• _Problem statement_
The required output is every entry below, copied exactly.

• _Data to examine_
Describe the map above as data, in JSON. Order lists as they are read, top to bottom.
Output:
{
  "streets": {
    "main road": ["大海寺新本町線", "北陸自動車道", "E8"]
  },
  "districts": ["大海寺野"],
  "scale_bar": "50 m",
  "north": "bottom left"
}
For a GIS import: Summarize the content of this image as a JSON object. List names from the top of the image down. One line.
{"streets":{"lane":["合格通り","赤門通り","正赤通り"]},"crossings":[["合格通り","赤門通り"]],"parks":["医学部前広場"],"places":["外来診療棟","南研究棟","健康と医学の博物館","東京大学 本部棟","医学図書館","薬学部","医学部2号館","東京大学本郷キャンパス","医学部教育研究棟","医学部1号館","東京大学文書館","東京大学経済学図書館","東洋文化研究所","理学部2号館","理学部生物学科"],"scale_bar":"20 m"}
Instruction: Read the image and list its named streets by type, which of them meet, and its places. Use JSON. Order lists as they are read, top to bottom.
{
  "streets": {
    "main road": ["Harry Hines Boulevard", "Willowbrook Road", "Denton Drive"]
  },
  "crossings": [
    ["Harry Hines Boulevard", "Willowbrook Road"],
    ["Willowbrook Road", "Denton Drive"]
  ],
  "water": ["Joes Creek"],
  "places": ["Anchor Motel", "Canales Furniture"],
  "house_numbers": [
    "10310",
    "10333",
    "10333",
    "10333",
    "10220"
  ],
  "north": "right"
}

• _Problem solution_
Describe the map above as data, in JSON. Order lists as they are read, top to bottom.
Output:
{
  "streets": {
    "main road": ["大海寺新本町線", "北陸自動車道", "E8"]
  },
  "districts": ["大海寺野"],
  "scale_bar": "50 m",
  "north": "bottom left"
}
For a GIS import: Summarize the content of this image as a JSON object. List names from the top of the image down. One line.
{"streets":{"lane":["合格通り","赤門通り","正赤通り"]},"crossings":[["合格通り","赤門通り"]],"parks":["医学部前広場"],"places":["外来診療棟","南研究棟","健康と医学の博物館","東京大学 本部棟","医学図書館","薬学部","医学部2号館","東京大学本郷キャンパス","医学部教育研究棟","医学部1号館","東京大学文書館","東京大学経済学図書館","東洋文化研究所","理学部2号館","理学部生物学科"],"scale_bar":"20 m"}
Instruction: Read the image and list its named streets by type, which of them meet, and its places. Use JSON. Order lists as they are read, top to bottom.
{
  "streets": {
    "main road": ["Harry Hines Boulevard", "Willowbrook Road", "Denton Drive"]
  },
  "crossings": [
    ["Harry Hines Boulevard", "Willowbrook Road"],
    ["Willowbrook Road", "Denton Drive"]
  ],
  "water": ["Joes Creek"],
  "places": ["Anchor Motel", "Canales Furniture"],
  "house_numbers": [
    "10310",
    "10333",
    "10333",
    "10333",
    "10220"
  ],
  "north": "right"
}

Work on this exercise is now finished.